- **WORK TO BE COMPLETED**
Report how many lines of the data below contain "Kaena". Give nothing besides the number.

*** Opening DATA PROVIDED ***

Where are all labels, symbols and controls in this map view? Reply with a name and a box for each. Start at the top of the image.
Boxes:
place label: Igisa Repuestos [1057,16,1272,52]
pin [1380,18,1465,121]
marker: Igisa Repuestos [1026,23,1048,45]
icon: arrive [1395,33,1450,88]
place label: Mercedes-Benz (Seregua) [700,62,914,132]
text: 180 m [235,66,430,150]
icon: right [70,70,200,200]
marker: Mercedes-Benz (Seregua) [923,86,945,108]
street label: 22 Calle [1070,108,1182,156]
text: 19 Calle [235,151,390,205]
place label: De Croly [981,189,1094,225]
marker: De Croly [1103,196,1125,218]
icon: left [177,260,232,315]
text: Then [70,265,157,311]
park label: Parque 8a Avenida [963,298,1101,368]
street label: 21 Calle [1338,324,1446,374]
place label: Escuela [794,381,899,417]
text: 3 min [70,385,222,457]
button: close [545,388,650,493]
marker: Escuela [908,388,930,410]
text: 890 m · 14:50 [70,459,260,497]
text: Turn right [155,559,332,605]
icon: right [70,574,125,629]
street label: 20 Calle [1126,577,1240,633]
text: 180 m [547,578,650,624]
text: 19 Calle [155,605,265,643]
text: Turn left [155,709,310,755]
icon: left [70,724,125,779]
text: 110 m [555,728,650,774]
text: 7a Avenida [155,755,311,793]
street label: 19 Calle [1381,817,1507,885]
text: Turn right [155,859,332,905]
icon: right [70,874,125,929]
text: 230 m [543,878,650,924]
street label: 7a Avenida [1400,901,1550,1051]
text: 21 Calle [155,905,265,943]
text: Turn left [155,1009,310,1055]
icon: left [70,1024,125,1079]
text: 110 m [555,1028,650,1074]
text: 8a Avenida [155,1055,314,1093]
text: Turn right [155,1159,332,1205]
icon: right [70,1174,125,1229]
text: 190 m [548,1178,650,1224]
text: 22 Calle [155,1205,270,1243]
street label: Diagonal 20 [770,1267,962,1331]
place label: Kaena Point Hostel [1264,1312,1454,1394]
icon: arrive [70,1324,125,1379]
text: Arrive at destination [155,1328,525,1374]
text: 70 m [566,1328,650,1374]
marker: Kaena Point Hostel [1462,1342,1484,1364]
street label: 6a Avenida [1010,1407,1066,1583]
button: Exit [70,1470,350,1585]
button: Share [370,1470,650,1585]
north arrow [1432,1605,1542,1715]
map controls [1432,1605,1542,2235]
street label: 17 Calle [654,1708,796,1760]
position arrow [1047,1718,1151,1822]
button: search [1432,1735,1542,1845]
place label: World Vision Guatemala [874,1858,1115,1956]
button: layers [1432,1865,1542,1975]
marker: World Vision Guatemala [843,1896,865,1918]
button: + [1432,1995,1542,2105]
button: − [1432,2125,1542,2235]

*** Closing DATA PROVIDED ***

- **RESULT BELOW**
2